What is the personality type of Wilfred Owen? Which MBTI personality type best fits? Personality type for Wilfred Owen from Writers Literature Classic and what is the personality traits.
Wilfred Owen personality type is INFP, a rare combination of introversion and intuition!
Owens' childhood was a troubled one. His father was a clerk in the local bank, and his mother was a sensitive woman who was often depressed. According to Owen's sister, their mother's depression was probably a reflection of her unhappiness at being childless.
Owens was a sensitive child. He hated school, especially mathematics, and took to running away from home as a teenager, going as far as the Castle at Sandhurst, where he used to sneak into the theatre. He would later write about this experience in 'Anthem for Doomed Youth'.

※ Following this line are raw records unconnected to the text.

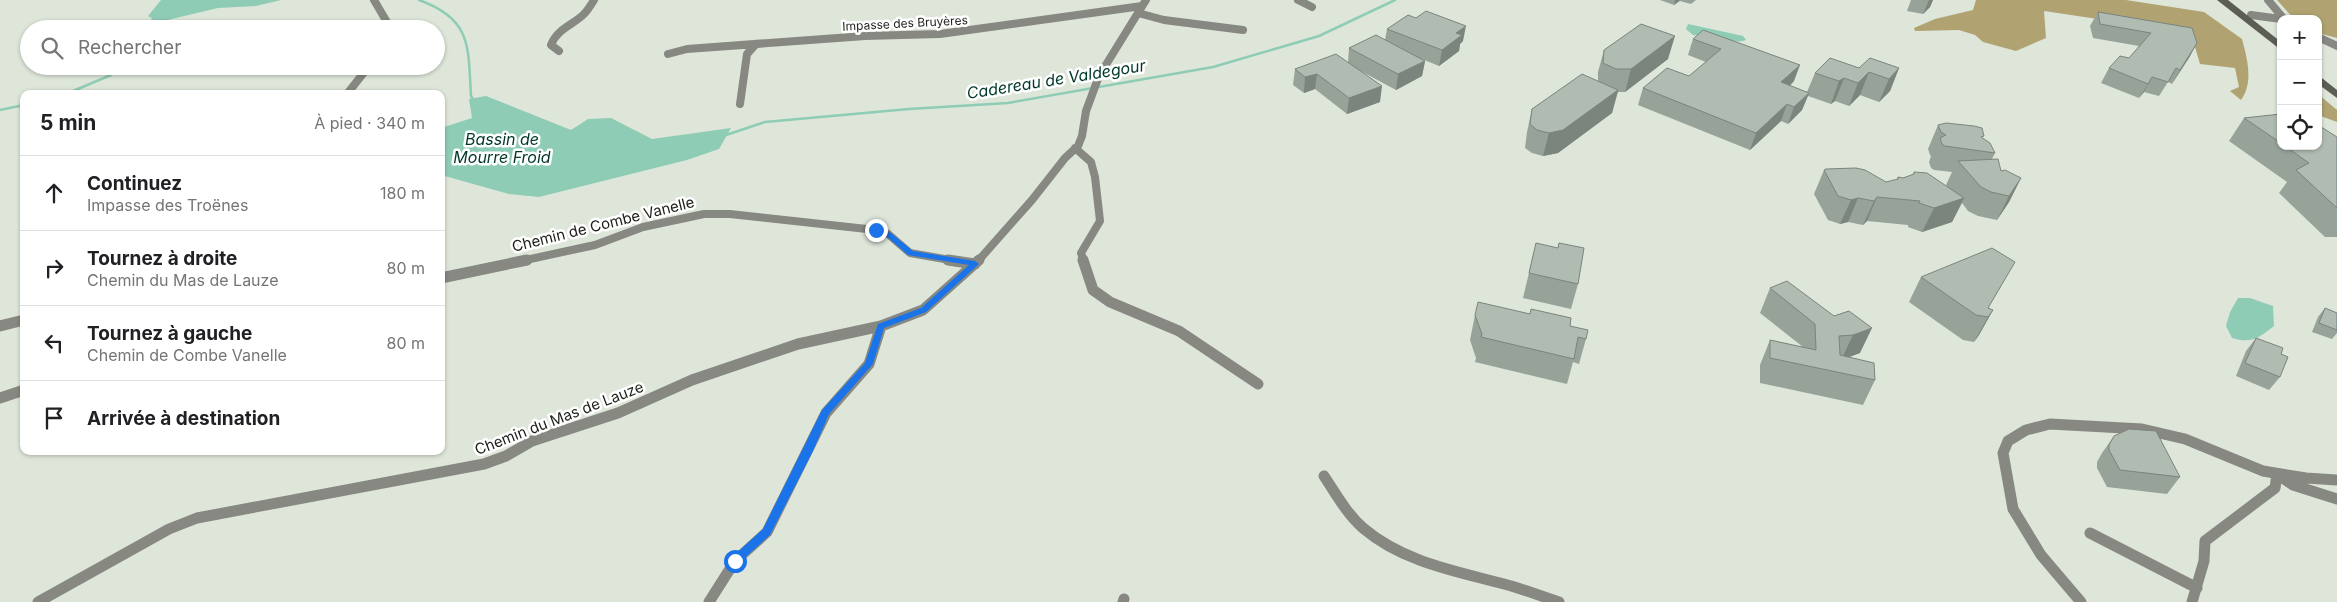 <!DOCTYPE html>
<html lang="fr">
<head>
<meta charset="utf-8">
<style>
	body { margin:0; font-family:Inter,sans-serif; background:#f6f6f6; color:#202124 }
	.controls { position:absolute; right:15px; top:15px; display:grid; overflow:hidden; border-radius:10px; box-shadow:0 1px 4px #0004 }
	.controls button { width:45px; height:45px; display:grid; place-items:center; padding:0; border:0; border-bottom:1px solid #e0e0e0; background:#fff; color:#202124; font:25px sans-serif }
	.stop { position:absolute; width:15px; height:15px; margin:-11px; border:4px solid #1a73e8; border-radius:50%; background:#fff }
	.stop.end { background:#1a73e8; border-color:#fff; box-shadow:0 1px 5px #0008 }
	.list { margin:0; padding:0; list-style:none }
	h2 { display:flex; justify-content:space-between; align-items:center; height:65px; margin:0; padding:0 20px; font-size:21px }
	h2 small { font-size:16px; font-weight:400; color:#757577 }
	.list li { display:grid; grid-template-columns:32px 1fr auto; gap:15px; align-items:center; box-sizing:border-box; height:75px; padding:0 20px; border-top:1px solid #e0e0e0 }
	.list b { display:block; font-size:19px; white-space:nowrap }
	.list p { margin:0; font-size:16px; white-space:nowrap; color:#757577 }
	.list em { font-size:16px; font-style:normal; color:#757577 }
	.icon { flex:none; width:28px; height:28px; fill:none; stroke:currentColor; stroke-width:2; stroke-linecap:round; stroke-linejoin:round }
	.map { position:relative; flex:none; width:2337px; height:602px; overflow:hidden }
	.search { position:absolute; background:#fff; box-shadow:0 1px 4px #0004; left:20px; top:20px; width:425px; height:55px; display:flex; align-items:center; gap:12px; box-sizing:border-box; padding:0 18px; border-radius:28px; color:#757577; font-size:19px }
	.panel { position:absolute; background:#fff; box-shadow:0 1px 4px #0004; left:20px; top:90px; width:425px; height:365px; border-radius:10px }
	.map>svg:first-child { display:block }
	.forest { fill:#b1a371 }
	.water { fill:#8fccb6 }
	.lines { fill:none; stroke-linecap:round; stroke-linejoin:round }
	.stream { stroke:#8fccb6; stroke-width:2.5 }
	.minor-far1 { stroke:#878882; stroke-width:8 }
	.minor { stroke:#878882; stroke-width:11 }
	.secondary { fill:#5c5d55; fill-rule:evenodd }
	.wall { fill:#97a299 }
	.shaded-wall { fill:#7b847d }
	.building { fill:#b0bcb2; stroke:#7b847d }
	.route { fill:#1a73e8 }
	.labels { text-anchor:middle; dominant-baseline:central; stroke-width:5; stroke-linejoin:round; paint-order:stroke }
	.far-street-label { font-size:12px; fill:#1b1e19; stroke:#fff }
	.street-label { font-size:15px; fill:#1b1e19; stroke:#fff }
	.water-label { font-size:16px; font-style:italic; fill:#00382a; stroke:#fff }
</style>
</head>
<body>
<div class="map">
<svg width="2337" height="602" viewBox="0 0 2337 602">
	<rect width="100%" height="100%" fill="#dee6d9"/>
	<path class="forest" d="M1976,0H2126L2204,12L2242,39C2247,58 2254,82 2241,100L2230,91L2239,87L2235,68L2200,64L2192,37L2165,29L2044,11L2046,38L2016,51L1983,42L1975,35L1959,30L1915,31L1914,28L1935,19L1973,10Z
		M2277,0H2337V38L2318,33V19H2294Z
		M2318,94L2337,110V122L2318,115Z"/>
	<path class="water" d="M161,0H281L256,6L218,8L159,22L148,16Z
		M1688,24L1743,36L1746,40C1730,45 1710,36 1693,35L1686,29Z
		M486,96L571,130L588,119L611,118L652,139L731,128L719,149L687,160L539,197L509,194L441,175V128L472,118L469,99Z
		M2238,298H2250L2273,306L2274,326C2258,338 2252,344 2232,338L2226,326L2230,312Z"/>
	<g class="lines">
		<path class="stream" d="M419,0C472,19 468,46 471,96L474,101
			M144,29L155,17
			M66,94L111,75L120,66
			M0,110L24,105
			M726,135L765,122L909,109L1008,103L1213,67L1319,36L1395,0"/>
		<path class="minor-far1" d="M374,0L391,29
			M1298,0L1312,7
			M2268,0L2284,19
			M1138,13L1164,20L1243,30
			M2251,15L2281,19
			M2318,37L2337,46
			M559,51L551,45C557,29 573,25 584,14C588,10 591,5 594,0
			M668,54L687,49L865,36L940,34L1142,6
			M347,94L369,66
			M740,104L747,54L756,44
			M1075,148L1091,162L1095,177L1100,221L1081,253L1084,261
			M521,261L595,245L643,227L704,214H730L876,230L888,234L910,253L956,261
			M978,261L1032,200L1065,158L1078,146L1082,136L1086,111L1099,76L1146,0"/>
		<path class="minor" d="M948,260L975,264
			M1083,260L1093,290L1110,302L1179,331L1258,384
			M441,278L527,260
			M0,326L24,320
			M0,398L24,390
			M1324,476C1336,494 1347,514 1363,528C1403,562 1455,571 1504,584C1523,589 1541,596 1559,602
			M2280,476L2293,485L2337,499
			M2090,533L2197,588
			M38,602L169,529L197,518L484,464L506,456L532,441L618,413L692,380L798,344L881,326L923,310L979,260
			M709,602L735,561L767,532L826,413L869,364L881,326
			M1123,602L1124,599
			M2081,602L2041,555L2013,509L2003,453L2008,441L2026,430L2050,424L2142,429L2185,439L2263,471L2306,478L2337,480
			M2192,602L2204,561L2205,541L2275,488L2277,474"/>
		<path class="secondary" d="M2217,0H2228L2281,42V50Z
			M2318,75L2337,90V98L2318,84Z"/>
	</g>
	<path class="wall" d="M1660,0H1696L1691,4L1680,1L1674,5Z
		M1911,0H1933L1930,7L1923,14L1907,11Z
		M2098,12L2197,43L2172,84L2168,82L2159,96L2144,92L2139,98L2101,83L2109,68L2129,58L2139,46L2093,38L2090,26Z
		M1387,29L1463,41L1460,44L1459,51L1439,66L1422,59L1425,61L1422,76L1396,90L1357,69L1380,102L1347,114L1315,89L1304,93L1293,85L1295,69L1348,62L1349,48L1385,40Z
		M1703,30L1794,81L1790,86L1807,92L1815,73L1859,68H1899L1890,91L1879,102L1860,95L1849,106L1835,101L1831,104L1808,96L1802,110L1788,124L1781,121L1750,150L1638,105L1643,88L1689,76L1706,62L1688,55L1693,39Z
		M1604,50L1668,59L1625,92H1618L1612,113L1558,153L1543,156L1532,153L1525,148L1527,132L1532,109L1598,81V72Z
		M2281,114V146H2318L2337,137V237H2325L2279,193L2287,182L2229,141L2244,118Z
		M1938,125L1983,139L1995,153L1992,159L2001,171L2021,178L2009,202L1997,220L1978,216L1968,211L1962,203L1952,222L1922,232L1908,227V225L1867,221L1863,225L1848,222L1840,224L1828,220L1814,194L1824,170L1886,182L1896,180L1898,177L1903,178L1913,175L1914,172L1949,188L1946,185L1952,172L1934,170L1931,168L1929,162L1931,156L1930,155L1928,149Z
		M1536,243L1578,284L1571,309L1523,298Z
		M1921,277L2001,286L1988,308L1993,310L1979,335L1974,342L1963,340L1909,302Z
		M1770,288L1834,316L1849,311L1860,353L1849,357L1875,380L1863,405L1760,383V365L1770,340L1803,347L1760,313Z
		M2325,308L2337,313V333L2332,339L2312,332L2318,317Z
		M1475,315L1570,326L1586,339L1579,364L1573,362L1567,384L1475,362L1476,358L1470,340Z
		M2256,338L2281,354L2280,377L2269,390L2236,376L2246,351Z
		M2114,436L2180,477L2167,494L2107,487L2097,468V462L2102,453Z"/>
	<path class="shaded-wall" d="M1675,0H1680L1674,5Z
		M1929,0H1933L1930,7L1923,14Z
		M1466,26L1463,41L1460,44L1459,51L1439,66L1442,50L1456,33Z
		M1675,36L1668,59L1625,92L1631,69Z
		M2197,43L2189,58L2172,84L2180,70Z
		M1425,61L1422,76L1396,90L1398,74Z
		M1800,65L1794,81L1775,99L1781,82Z
		M1899,68L1890,91L1879,102L1889,79Z
		M1869,72L1860,95L1849,106L1858,83Z
		M1317,74L1315,89L1304,93L1305,77Z
		M2152,77L2144,92L2139,98L2148,84Z
		M1844,78L1835,101L1831,104L1839,81Z
		M1382,86L1380,102L1347,114L1349,98Z
		M1618,90L1612,113L1558,153L1543,156L1549,133Z
		M1809,93L1802,110L1788,124L1794,107Z
		M1787,104L1781,121L1750,150L1756,133Z
		M2021,178L2009,202L1997,220L2009,196Z
		M1877,197L1867,221L1863,225L1874,201Z
		M1858,198L1848,222L1840,224L1851,200Z
		M1964,198L1952,222L1922,232L1934,208Z
		M1993,310L1979,335L1974,342L1988,317Z
		M1872,328L1860,353L1841,360L1853,335Z"/>
	<path class="building" d="M1426,11L1466,26L1456,33L1462,35L1442,50L1387,29L1408,15L1416,18Z
		M2098,12L2192,28L2197,43L2180,70L2176,68L2168,82L2152,77L2148,84L2109,68L2120,56L2129,58L2151,33L2100,24Z
		M1641,24L1675,36L1631,69H1616L1603,63L1604,50Z
		M1703,30L1800,65L1781,82L1809,93L1794,107L1787,104L1756,133L1643,88L1667,68L1689,76L1721,49L1693,39Z
		M1376,35L1425,61L1398,74L1349,48Z
		M1336,54L1382,86L1349,98L1317,74L1305,77L1295,69Z
		M1830,58L1859,68L1870,58L1899,68L1889,79L1869,72L1858,83L1844,78L1839,81L1815,73Z
		M1582,74L1618,90L1563,130L1549,133L1537,130L1530,124L1532,109Z
		M2281,114V143L2244,118Z
		M1946,123L1974,126L1982,128L1984,136L1981,137L1990,143L1995,153L1945,146L1942,144L1940,138L1946,135L1941,132L1938,125Z
		M2318,125L2337,137V208L2296,170L2309,163L2285,146H2318Z
		M1998,159L2001,171L2005,170L2021,178L2009,196L1991,192L1981,187L1958,161Z
		M1856,168L1865,170L1886,182L1898,179V177L1903,178L1914,174V172L1927,173L1964,198L1934,208L1919,203L1920,201L1877,197L1874,201L1858,198L1851,200L1838,196L1824,170L1826,169Z
		M1536,243L1558,248L1559,243L1584,248L1578,284L1529,273Z
		M1992,248L2015,262L1988,308L1993,310L1988,317L1976,315L1921,277Z
		M1787,281L1834,316L1849,311L1872,328L1853,335L1839,336L1840,355L1874,363L1875,380L1770,358V340L1816,350L1815,324L1770,288Z
		M1478,302L1530,314L1531,309L1571,318L1570,326L1588,330L1586,339L1578,337L1574,359L1481,337L1482,334L1475,315Z
		M2325,308L2337,313V330L2319,323Z
		M2256,338L2283,348L2281,354L2288,357L2280,377L2245,363Z
		M2129,429L2156,431L2180,477L2120,470L2109,450V445L2114,436Z"/>
	<path class="route" d="M876,228L891,233L913,251L975,261L979,264L926,312L884,328L873,364L829,414L813,451L770,535L738,564H731V558L763,529L822,410L865,363L878,324L921,308L969,265L908,255L886,236L873,232L872,230Z"/>
	<g class="labels">
		<g class="far-street-label">
			<text transform="translate(905 23) rotate(-3)">Impasse des Bruyères</text>
		</g>
		<g class="street-label">
			<text transform="translate(603 224) rotate(-14)">Chemin de Combe Vanelle</text>
			<text transform="translate(559 418) rotate(-21)">Chemin du Mas de Lauze</text>
		</g>
		<g class="water-label">
			<text transform="translate(1056 79) rotate(-9)">Cadereau de Valdegour</text>
			<text x="502" y="139">Bassin de<tspan x="502" dy="18">Mourre Froid</tspan></text>
		</g>
	</g>
</svg>
<div class="controls">
<button>+</button>
<button>−</button>
<button><svg class="icon" aria-label="locate" viewBox="0 0 24 24"><circle cx="12" cy="12" r="6"/><path d="M12 2v4M12 18v4M2 12h4M18 12h4"/></svg></button>
</div>
<div class="stop" style="left:735px;top:561px"></div>
<div class="stop end" style="left:876px;top:230px"></div>
<div class="search"><svg class="icon" aria-label="search" viewBox="0 0 24 24"><circle cx="10" cy="10" r="6"/><path d="M15 15l6 6"/></svg>Rechercher</div>
<section class="panel">
<h2>5 min<small>À pied · 340 m</small></h2>
<ul class="list">
<li><svg class="icon" aria-label="ahead" viewBox="0 0 24 24"><path d="M12 20V5M6 11l6-6 6 6"/></svg><div><b>Continuez</b><p>Impasse des Troënes</p></div><em>180 m</em></li>
<li><svg class="icon" aria-label="right" viewBox="0 0 24 24"><path d="M7 20v-9h11M14 6l5 5-5 5"/></svg><div><b>Tournez à droite</b><p>Chemin du Mas de Lauze</p></div><em>80 m</em></li>
<li><svg class="icon" aria-label="left" viewBox="0 0 24 24"><path d="M17 20v-9H6M10 6l-5 5 5 5"/></svg><div><b>Tournez à gauche</b><p>Chemin de Combe Vanelle</p></div><em>80 m</em></li>
<li><svg class="icon" aria-label="arrive" viewBox="0 0 24 24"><path d="M6 21V4h12l-3 4 3 4H6"/></svg><div><b>Arrivée à destination</b></div></li>
</ul>
</section>
</div>
</body>
</html>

He was a good student in his later school days, and won prizes for English composition and for Greek. He was a member of the debating society at school, and had some success as a debater. He joined the army during the First World War, and started writing poetry on the way to France.
Owen had some early success as a poet, especially with his first collection of verse, 'Miltonic', which was published in 1914 on the eve of war. As a soldier he wrote some poems, but never published them.
Wilfred Edward Salter Owen, MC (18 March 1893 – 4 November 1918) was an English poet and soldier. He was one of the leading poets of the First World War. His war poetry on the horrors of trenches and gas warfare was much influenced by his mentor Siegfried Sassoon and stood in contrast to the public perception of war at the time and to the confidently patriotic verse written by earlier war poets such as Rupert Brooke. Among his best-known works – most of which were published posthumously – are "Dulce et Decorum est", "Insensibility", "Anthem for Doomed Youth", "Futility", "Spring Offensive" and "Strange Meeting".